2. Conservatives do not care about the social good.
3. Conservatives are too greedy to work for professors' wages.
4. Conservatives are too dumb to get tenure.
I'm studied these theories as best I could (for a conservative), but somehow I can't shake the notion that there just might be some bias on campus.
I can imagine reasons why liberals would be intrinsically more inclined than conservatives to pursue academic careers. But even if that's true, it doesn't explain why there are so many more liberal professors now than there used to be.
Surveys last year showed that Democratic professors outnumber Republican professors by at least seven to one, more than twice the ratio of three decades earlier. The trend seems likely to continue, because younger professors are far more likely than older professors to be Democrats.
You could argue that fewer conservatives today want to become professors, but that seems odd given the country's move to the right in recent decades. Conservative student groups and publications are flourishing. Plenty of smart conservatives have passed up Wall Street to work for right-wing think tanks that often don't pay more than universities do, and don't offer lifetime tenure and summers off.
At think tanks and other research institutions outside academia, there's a much higher percentage of Republicans than there is on university faculties. Apparently, despite their greed and other failings, many conservatives do want to become scholars, but they can't find work on campus.

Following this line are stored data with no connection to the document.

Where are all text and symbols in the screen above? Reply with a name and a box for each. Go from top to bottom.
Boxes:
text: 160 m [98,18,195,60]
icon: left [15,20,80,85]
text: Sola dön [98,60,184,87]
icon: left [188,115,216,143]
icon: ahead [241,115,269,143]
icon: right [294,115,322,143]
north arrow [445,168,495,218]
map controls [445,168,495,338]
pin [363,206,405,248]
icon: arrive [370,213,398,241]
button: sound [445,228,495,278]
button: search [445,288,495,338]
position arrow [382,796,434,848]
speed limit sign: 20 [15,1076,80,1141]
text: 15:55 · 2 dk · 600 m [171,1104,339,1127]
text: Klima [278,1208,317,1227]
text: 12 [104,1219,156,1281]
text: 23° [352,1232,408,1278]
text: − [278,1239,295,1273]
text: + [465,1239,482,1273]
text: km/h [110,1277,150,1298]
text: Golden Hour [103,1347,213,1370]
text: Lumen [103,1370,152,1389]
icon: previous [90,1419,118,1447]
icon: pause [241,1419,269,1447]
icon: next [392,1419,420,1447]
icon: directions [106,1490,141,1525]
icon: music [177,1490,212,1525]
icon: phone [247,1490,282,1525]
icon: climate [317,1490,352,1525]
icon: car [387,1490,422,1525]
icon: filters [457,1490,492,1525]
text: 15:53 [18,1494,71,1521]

One reason is the structure of academia, where decisions about hiring are made by small independent groups of scholars. They're subject to the law of group polarization, derived from studies of juries and other groups.

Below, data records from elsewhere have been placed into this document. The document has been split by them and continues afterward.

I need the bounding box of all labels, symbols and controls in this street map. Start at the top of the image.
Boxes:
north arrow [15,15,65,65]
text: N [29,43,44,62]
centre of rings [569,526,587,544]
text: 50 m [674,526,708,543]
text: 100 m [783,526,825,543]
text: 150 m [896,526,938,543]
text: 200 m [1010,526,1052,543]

''If people are engaged in deliberation with like-minded others, they end up more confident, more homogenous and more extreme in their beliefs,'' said Cass Sunstein, a law professor at the University of Chicago. ''If you have an English or history department that leans left, their interactions will push them further left.''
Once liberals dominate a department, they can increase their majority by voting to award tenure to like-minded scholars. As liberals dominate a field, conservatives' work comes to be seen as fringe scholarship.
''The filtering out of conservatives in the job pipeline rarely works by outright blackballing,'' said Mark Bauerlein, a conservative who is an English professor at Emory. ''It doesn't have to. The intellectual focus of the disciplines does that by itself.''
Suppose, he said, you were a conservative who wanted to do a sociology dissertation on the debilitating effects of the European welfare state, or an English dissertation arguing that anticommunist literature from the mid-20th century was as valuable as the procommunist literature.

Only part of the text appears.